WHAT YOU NEED TO DO> Would you pull out every line of the material that contains the string "place"?

STORED DATA>
-=-=-
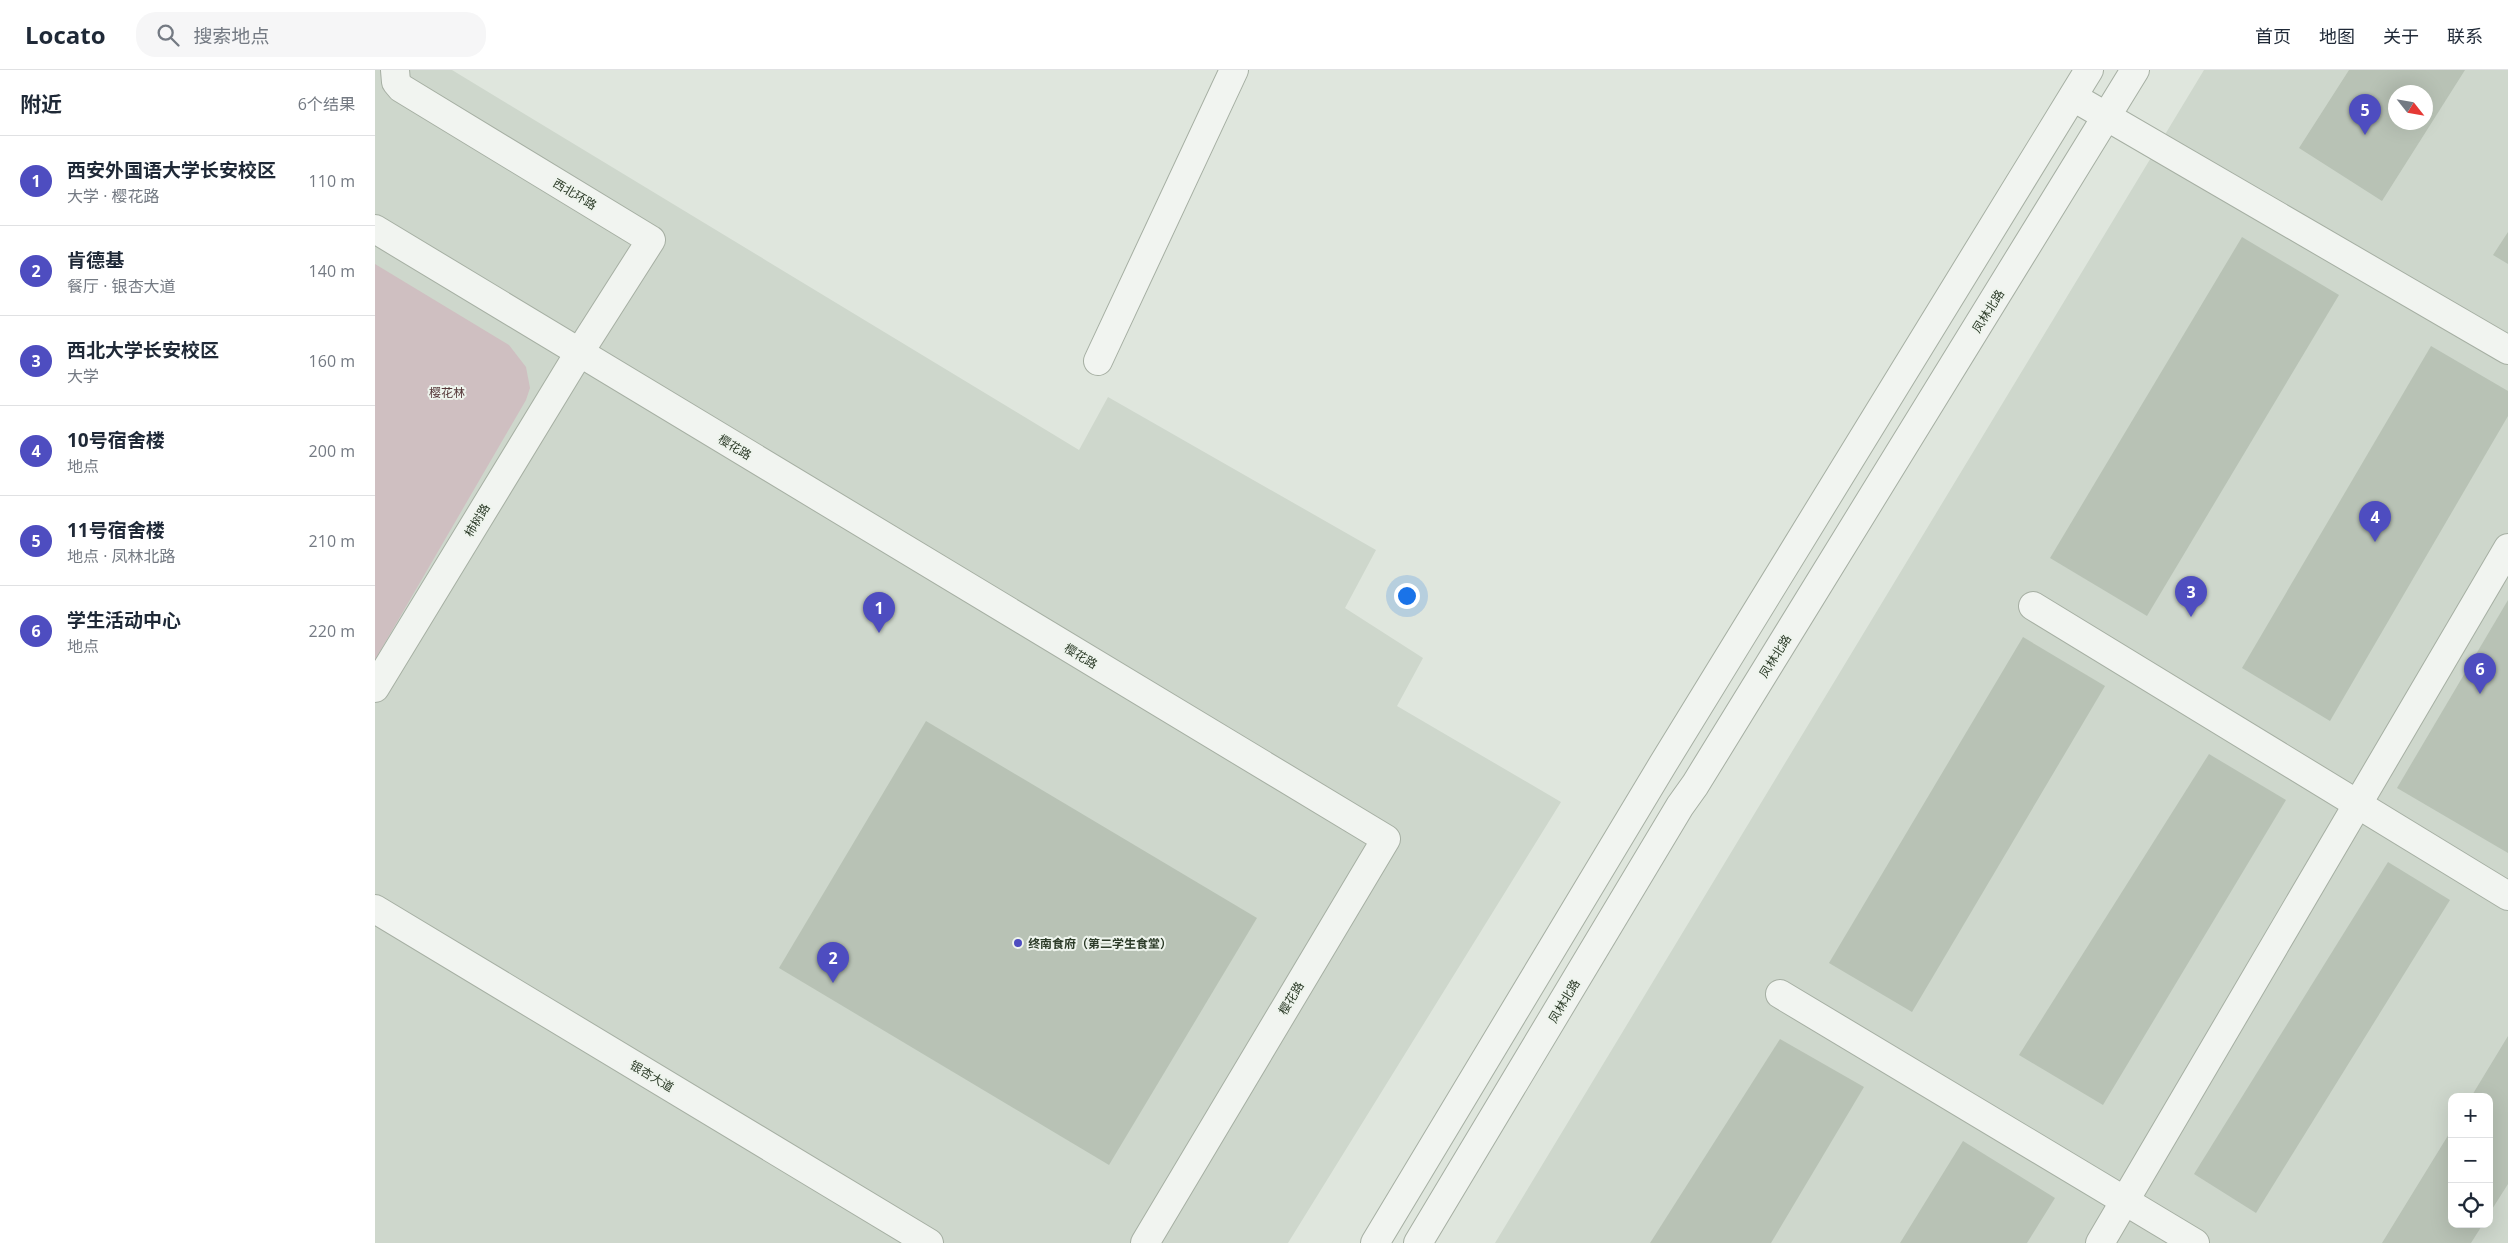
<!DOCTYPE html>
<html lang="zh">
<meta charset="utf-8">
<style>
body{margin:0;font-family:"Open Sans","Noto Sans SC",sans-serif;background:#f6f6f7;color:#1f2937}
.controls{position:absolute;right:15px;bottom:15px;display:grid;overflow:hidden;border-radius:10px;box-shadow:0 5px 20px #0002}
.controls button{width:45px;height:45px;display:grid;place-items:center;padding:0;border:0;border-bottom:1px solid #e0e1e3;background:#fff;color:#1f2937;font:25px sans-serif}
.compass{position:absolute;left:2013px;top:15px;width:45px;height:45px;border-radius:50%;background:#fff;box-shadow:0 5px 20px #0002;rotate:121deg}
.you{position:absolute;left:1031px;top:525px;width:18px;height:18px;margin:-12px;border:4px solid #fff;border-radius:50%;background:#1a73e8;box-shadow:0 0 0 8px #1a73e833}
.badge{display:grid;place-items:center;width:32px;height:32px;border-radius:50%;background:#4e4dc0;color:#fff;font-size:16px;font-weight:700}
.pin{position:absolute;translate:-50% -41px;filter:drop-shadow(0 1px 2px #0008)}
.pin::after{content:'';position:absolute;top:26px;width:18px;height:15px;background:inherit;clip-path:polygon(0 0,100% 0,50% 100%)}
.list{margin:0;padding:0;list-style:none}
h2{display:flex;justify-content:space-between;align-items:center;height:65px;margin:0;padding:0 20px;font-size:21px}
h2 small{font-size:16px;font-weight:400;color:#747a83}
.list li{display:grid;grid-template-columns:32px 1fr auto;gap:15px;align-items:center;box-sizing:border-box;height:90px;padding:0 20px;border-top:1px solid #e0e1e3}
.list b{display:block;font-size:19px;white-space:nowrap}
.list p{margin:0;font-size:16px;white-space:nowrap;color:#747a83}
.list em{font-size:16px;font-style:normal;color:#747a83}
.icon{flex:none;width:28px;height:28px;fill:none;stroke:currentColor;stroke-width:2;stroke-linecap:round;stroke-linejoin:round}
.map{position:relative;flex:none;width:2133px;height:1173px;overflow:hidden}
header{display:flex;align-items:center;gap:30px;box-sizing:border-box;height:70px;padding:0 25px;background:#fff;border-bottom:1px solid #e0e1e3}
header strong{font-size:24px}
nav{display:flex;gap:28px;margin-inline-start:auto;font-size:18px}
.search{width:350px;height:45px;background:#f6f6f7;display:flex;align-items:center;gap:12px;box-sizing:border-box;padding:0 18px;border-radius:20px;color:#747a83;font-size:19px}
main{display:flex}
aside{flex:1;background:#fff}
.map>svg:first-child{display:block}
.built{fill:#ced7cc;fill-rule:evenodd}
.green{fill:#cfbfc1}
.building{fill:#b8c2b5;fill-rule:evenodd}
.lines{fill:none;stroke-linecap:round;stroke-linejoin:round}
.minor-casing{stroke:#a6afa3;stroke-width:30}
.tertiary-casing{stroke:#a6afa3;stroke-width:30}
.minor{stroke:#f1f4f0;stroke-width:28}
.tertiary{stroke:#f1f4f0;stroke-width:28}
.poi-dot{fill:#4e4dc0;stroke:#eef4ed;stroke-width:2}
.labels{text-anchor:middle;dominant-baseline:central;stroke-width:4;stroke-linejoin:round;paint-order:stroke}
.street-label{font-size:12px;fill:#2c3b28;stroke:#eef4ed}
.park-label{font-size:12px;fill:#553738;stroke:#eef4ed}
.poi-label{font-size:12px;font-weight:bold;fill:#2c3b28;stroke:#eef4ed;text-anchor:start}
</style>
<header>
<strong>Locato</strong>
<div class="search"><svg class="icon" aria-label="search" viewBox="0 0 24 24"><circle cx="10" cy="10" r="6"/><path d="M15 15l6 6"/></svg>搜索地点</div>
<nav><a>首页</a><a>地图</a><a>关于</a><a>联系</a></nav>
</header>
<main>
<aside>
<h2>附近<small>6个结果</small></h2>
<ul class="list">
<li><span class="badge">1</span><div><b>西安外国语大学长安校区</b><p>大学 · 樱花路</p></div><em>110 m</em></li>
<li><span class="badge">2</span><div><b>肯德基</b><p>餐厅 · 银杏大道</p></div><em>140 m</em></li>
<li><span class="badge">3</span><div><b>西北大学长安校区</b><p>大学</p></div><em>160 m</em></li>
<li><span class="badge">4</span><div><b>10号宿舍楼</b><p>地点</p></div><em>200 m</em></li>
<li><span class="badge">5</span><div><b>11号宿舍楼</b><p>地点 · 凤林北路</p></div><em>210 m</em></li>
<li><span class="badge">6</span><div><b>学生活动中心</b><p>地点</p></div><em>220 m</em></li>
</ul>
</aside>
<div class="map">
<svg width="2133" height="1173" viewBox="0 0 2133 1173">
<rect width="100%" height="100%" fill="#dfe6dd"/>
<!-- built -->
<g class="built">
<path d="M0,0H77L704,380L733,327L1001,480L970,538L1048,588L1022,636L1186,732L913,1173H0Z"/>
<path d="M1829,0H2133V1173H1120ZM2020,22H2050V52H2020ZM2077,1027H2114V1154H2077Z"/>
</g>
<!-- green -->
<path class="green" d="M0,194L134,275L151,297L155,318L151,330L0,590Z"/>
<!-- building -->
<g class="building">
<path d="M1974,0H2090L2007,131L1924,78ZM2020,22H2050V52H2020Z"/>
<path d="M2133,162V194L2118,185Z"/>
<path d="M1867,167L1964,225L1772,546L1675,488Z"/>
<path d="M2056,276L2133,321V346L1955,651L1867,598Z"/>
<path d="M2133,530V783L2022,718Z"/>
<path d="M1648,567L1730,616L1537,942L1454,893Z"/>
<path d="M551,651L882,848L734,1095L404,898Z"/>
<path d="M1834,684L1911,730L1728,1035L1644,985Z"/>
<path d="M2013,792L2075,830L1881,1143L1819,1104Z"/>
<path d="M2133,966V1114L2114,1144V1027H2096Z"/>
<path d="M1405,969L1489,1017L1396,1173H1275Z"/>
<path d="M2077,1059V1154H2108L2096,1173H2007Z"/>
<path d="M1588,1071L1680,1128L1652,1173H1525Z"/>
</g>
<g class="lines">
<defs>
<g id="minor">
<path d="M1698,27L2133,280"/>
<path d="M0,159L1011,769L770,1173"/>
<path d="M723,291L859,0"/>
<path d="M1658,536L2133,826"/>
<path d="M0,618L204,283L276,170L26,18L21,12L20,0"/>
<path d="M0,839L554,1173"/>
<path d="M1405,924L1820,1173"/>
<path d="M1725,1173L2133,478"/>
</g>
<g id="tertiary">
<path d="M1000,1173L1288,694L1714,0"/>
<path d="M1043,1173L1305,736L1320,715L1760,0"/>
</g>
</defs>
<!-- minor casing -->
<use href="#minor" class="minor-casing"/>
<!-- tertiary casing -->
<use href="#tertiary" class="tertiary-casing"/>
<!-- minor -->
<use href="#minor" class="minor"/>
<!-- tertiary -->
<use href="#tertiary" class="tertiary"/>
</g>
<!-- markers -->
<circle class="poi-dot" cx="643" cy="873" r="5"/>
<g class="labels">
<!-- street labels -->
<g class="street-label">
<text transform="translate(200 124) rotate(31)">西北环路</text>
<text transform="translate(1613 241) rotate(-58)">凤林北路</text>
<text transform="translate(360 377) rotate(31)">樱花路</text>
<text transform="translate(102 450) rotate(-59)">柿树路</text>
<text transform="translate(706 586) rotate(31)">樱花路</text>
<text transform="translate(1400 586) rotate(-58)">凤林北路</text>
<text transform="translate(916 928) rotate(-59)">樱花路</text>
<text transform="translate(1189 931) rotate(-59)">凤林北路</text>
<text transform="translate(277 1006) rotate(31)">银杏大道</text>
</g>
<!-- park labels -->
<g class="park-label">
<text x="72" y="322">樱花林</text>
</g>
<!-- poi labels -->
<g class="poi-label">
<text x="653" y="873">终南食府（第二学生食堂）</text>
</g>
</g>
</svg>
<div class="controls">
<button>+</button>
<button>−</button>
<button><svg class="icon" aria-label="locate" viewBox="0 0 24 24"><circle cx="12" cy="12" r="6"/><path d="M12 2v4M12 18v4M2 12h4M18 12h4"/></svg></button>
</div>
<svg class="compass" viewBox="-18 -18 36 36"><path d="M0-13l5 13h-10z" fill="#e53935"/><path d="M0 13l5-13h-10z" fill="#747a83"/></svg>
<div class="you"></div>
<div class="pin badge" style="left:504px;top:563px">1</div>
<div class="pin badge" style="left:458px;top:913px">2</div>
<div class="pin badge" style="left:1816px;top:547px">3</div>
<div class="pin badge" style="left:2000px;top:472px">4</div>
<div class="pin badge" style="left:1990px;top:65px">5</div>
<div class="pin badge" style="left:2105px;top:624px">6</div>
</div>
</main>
-=-=-
ANSWER FOR THE TASK>
.controls button{width:45px;height:45px;display:grid;place-items:center;padding:0;border:0;border-bottom:1px solid #e0e1e3;background:#fff;color:#1f2937;font:25px sans-serif}
.badge{display:grid;place-items:center;width:32px;height:32px;border-radius:50%;background:#4e4dc0;color:#fff;font-size:16px;font-weight:700}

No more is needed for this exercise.